One can only imagine the meeting at which director Narciso Ibáñez Serrador pitched “Who Can Kill a Child?”:

“It’s a remake of ‘The Birds,’ only instead of birds, we use children.”

“Great! But how do you get them to perch on telephone wires?”

“Well, it won’t be an exact remake. We just use the idea of adorable, swarming children turning their parents into piñatas and destroying all adult life.”

This is one disturbing movie, previously shown here only in a version as violently butchered as the film’s victims. Again, two genres are merged, each reeking of postwar paranoia: The senselessly swarming enemy, as popularized in the tales of Leiningen’s ants, giant tarantulas, alien pods, and so forth, and brought to a boil in Alfred Hitchcock’s “The Birds” (1963); and the beware-your-kids films that grew from “The Bad Seed” to “Village of the Damned” to “The Brood.”

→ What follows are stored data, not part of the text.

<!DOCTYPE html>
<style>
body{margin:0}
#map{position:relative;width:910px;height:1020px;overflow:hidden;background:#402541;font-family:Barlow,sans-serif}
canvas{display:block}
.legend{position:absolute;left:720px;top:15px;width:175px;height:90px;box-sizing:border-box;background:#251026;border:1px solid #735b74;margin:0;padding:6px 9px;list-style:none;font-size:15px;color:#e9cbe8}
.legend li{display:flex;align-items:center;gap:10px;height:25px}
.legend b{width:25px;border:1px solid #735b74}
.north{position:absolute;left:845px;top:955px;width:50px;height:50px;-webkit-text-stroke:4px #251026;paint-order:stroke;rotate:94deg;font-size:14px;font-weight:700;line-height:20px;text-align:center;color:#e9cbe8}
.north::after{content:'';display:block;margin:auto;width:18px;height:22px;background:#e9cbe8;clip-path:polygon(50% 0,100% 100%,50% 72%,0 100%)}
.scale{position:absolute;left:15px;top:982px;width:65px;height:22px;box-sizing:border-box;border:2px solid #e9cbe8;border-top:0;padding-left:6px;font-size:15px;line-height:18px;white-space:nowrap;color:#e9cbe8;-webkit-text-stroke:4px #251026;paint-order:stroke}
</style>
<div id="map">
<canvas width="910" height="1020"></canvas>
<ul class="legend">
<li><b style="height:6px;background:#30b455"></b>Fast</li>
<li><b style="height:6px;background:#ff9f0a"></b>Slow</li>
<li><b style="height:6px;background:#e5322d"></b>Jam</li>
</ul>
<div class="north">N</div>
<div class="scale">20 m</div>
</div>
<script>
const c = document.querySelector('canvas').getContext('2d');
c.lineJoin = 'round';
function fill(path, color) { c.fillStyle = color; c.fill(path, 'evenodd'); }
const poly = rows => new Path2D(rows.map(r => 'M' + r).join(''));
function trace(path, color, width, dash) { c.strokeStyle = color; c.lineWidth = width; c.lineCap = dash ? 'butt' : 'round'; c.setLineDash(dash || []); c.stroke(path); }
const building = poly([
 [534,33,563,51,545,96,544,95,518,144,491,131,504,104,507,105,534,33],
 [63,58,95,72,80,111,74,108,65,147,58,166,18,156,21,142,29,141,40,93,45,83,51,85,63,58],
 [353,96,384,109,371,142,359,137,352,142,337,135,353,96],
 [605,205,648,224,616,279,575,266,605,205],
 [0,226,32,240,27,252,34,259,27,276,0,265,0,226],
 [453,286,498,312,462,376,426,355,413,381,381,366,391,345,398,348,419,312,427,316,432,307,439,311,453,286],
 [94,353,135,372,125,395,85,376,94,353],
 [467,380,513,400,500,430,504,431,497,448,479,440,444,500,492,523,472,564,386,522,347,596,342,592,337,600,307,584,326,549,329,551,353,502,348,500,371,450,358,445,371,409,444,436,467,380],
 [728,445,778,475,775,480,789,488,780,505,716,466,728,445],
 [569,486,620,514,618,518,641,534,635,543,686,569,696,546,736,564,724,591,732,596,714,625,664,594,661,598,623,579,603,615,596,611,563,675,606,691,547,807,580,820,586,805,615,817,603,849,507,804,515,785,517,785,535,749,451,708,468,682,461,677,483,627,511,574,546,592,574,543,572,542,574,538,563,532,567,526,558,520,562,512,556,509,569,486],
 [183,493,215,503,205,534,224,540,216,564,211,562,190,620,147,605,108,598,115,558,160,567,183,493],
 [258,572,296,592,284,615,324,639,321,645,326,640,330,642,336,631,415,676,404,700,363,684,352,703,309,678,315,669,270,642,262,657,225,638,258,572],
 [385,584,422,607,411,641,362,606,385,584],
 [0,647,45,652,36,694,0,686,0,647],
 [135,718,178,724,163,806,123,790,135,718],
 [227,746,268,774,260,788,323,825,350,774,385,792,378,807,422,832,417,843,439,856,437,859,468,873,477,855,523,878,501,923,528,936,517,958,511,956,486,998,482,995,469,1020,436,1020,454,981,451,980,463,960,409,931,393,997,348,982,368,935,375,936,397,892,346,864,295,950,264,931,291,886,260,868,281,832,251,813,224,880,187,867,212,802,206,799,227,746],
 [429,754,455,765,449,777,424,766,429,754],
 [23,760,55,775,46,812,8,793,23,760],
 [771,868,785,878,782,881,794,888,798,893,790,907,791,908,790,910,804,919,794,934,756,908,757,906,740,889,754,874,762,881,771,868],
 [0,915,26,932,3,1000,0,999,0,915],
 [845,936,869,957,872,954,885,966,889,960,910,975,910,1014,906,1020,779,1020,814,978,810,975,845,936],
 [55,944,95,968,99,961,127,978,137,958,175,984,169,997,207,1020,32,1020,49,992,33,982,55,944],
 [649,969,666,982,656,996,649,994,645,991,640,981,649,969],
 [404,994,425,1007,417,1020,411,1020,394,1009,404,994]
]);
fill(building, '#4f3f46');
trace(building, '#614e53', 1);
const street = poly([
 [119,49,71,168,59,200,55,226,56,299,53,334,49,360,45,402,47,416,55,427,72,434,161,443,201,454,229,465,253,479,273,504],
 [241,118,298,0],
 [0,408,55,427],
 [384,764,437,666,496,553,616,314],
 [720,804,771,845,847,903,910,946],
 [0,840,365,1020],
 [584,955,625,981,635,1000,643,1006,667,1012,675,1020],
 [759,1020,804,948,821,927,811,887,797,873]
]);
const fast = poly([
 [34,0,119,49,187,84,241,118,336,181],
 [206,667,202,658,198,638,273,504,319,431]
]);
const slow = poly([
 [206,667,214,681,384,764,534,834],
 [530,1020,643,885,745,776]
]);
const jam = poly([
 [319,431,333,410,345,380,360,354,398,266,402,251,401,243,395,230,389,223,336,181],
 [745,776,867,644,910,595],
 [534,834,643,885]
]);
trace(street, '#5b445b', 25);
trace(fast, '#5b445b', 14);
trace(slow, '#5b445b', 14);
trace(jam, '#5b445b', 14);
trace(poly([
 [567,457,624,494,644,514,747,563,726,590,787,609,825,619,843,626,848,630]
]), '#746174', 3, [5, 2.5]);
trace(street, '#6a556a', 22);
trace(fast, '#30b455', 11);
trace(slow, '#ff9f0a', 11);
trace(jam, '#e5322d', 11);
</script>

A political framework is appended by way of grueling introductory footage showing atrocities perpetrated on children during the Holocaust and subsequent calamities, but the film is less intent on justifying the horrors that follow, at a Catalonian vacation resort, than raising the issue of how we handle the prospect of cuties with weapons — a theme that has grown strangely relevant with recent school shootings and the pre-adolescent assassins as depicted in last year’s “Blood Diamond.” Do we take preemptive action by herding them into camps, building walls around their rooms, offering them amnesty if they’ll turn in their guns and knives? In any case, this is a well-made and paced film, replete with nightmare images and denouement, though perhaps not the best choice for graduation week.

Mr. Giddins is the author of “Natural Selection: Gary Giddins on Comedy, Film, Music, and Books.”